P. ¿Le parece que el encierro y la comunicación virtual ha vuelto todo más artificial?
R. Sí, no hay manera en que no se transforme en eso porque estamos viviendo en un mundo de dos dimensiones. Todos estamos mirándonos en las pantallitas del Zoom o vamos a terapia con Skype. Por otra parte, para mucha gente esa es la única ventana que tienen. No puedo ponerme crítica con ellos, si se trata de un último recurso. De alguna forma, es como sacar la cabeza del agua y respirar.
A mí me gustaría pensar que todo esto se entiende bajo el concepto de la palabra emergencia, que no debería de durar ni un minuto más cuando todo esto termine. Aunque sé que no va a haber ese borde tan claro. Y precisamente ese borde no tan claro me preocupa. ¿Cuál es la fantasía de la gente? “Ah, salió la vacuna, listo, voy a salir a comprármela en la farmacia”. Sabemos que no va a ser así. No va a haber vacunas disponibles inmediatamente para todo el mundo.

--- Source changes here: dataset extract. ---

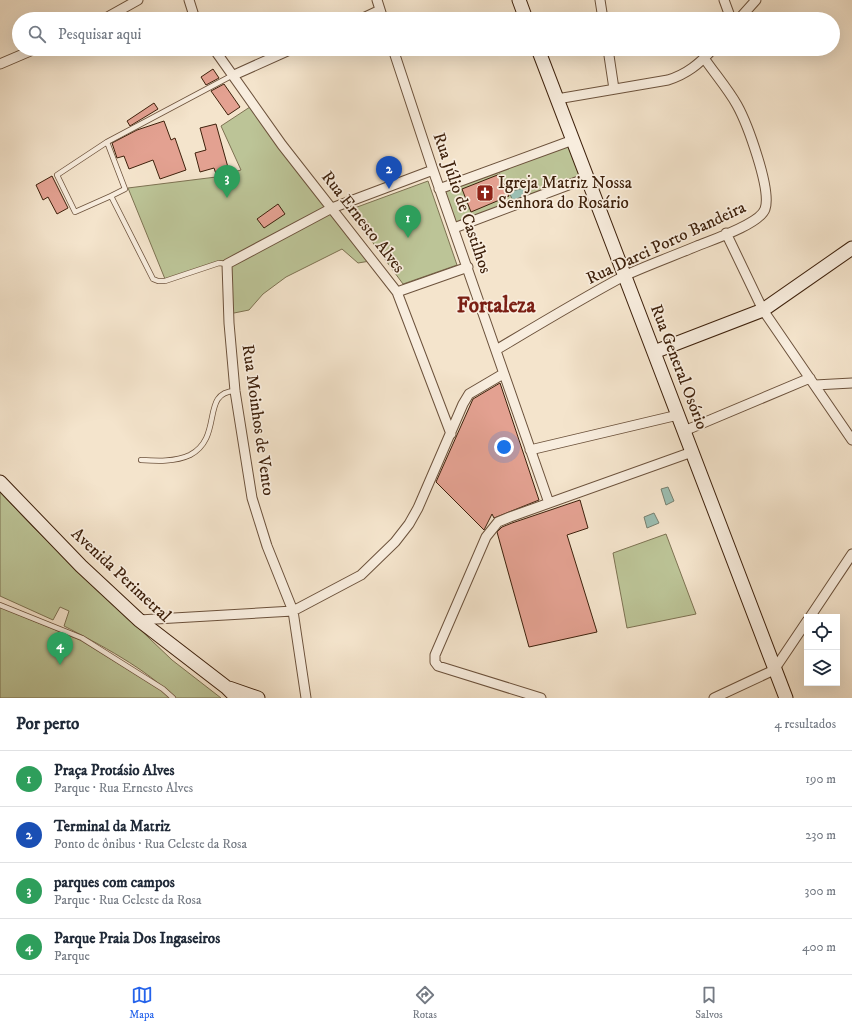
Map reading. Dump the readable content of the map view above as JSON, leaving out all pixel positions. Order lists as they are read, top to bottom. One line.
{"streets":{"street":["Rua Júlio de Castilhos","Rua Ernesto Alves","Rua Darci Porto Bandeira","Rua General Osório","Rua Moinhos de Vento","Avenida Perimetral"]},"crossings":[["Rua Júlio de Castilhos","Rua Darci Porto Bandeira"],["Rua Darci Porto Bandeira","Rua General Osório"]],"districts":["Fortaleza"],"places":{"church":["Igreja Matriz Nossa Senhora do Rosário"]},"page":{"search":"Pesquisar aqui","pins":["2","3","1","4"],"heading":["Por perto","4 resultados"],"list":[{"mark":"1","name":"Praça Protásio Alves","note":"Parque · Rua Ernesto Alves","value":"190 m"},{"mark":"2","name":"Terminal da Matriz","note":"Ponto de ônibus · Rua Celeste da Rosa","value":"230 m"},{"mark":"3","name":"parques com campos","note":"Parque · Rua Celeste da Rosa","value":"300 m"},{"mark":"4","name":"Parque Praia Dos Ingaseiros","note":"Parque","value":"400 m"}],"nav":["Mapa","Rotas","Salvos"]}}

Ese borde tan desdibujado tiene que ver con que hay muchas costumbres que para mucha gente van a ser muy convenientes y para muchos de nosotros no van a ser nada convenientes, pero se van a quedar instaladas. Esa virtualidad, entre otras cosas. Lo otro que va a pasar es esta cosa del teletrabajo. Los empleados, cada uno en su casa, pagando su propio Internet, su propio gas, su propia agua. Sin tomar en cuenta que a las personas se les dificulta muchísimo trabajar desde casa, primeramente, porque no tienen un lugar para hacerlo. Para la gente que tiene chicos, por ejemplo, y que ahora está enloqueciendo con el tema de las clases es una situación muy compleja. No le puedes decir a tu niño que de las nueve de la mañana hasta las seis de la tarde “papá y mamá están trabajando” y que no te pueden hablar.
P. Y se trabaja muchísimo más…
R. Yo estoy trabajando, de reloj, 14 horas por día. Es una barbaridad. Yo siempre he trabajado mucho, pero esto ya es una desconsideración.
Aquí hay dos posibilidades. Bifo, el filósofo italiano [Franco Berardi], decía que quizá este exceso de virtualidad produzca un hartazgo, como la evidencia de que sí necesitamos estar con la gente. La otra es que este borde termine por ser tan difuso, que varias cuestiones terminen instalándose, que un entrevistado solo te deje hablar por Zoom o que Harvard y el MIT sigan existiendo, pero que sea tan hipermegacarísimo porque hay que ir, que nadie pueda ir. Que ir y estar se conviertan en una cosa de elite. Del que está vacunado, del que pueda pagarlo. Eso me parece grave.
Me parece, incluso, que en el esfuerzo que hacemos en el Zoom por intentar borronear esa evidencia de que no estamos ahí, se nos va mucha de la energía que antes poníamos en vivo. Seis horas en vivo te cansan menos que tres horas en el Zoom. Yo creo que es porque es muy vampírica la vida, porque también hay un miedo al silencio.
La otra vez hablaba con Martín Kohan, un espléndido escritor argentino, y me decía: “Yo al Zoom no lo comparo con las clases, lo comparo con nada. Entonces entre la nada y el Zoom, elijo el Zoom, pero esto no va a durar un minuto más de lo necesario”. Coincido con Martín, lo aplaudo y me subo a ese barco.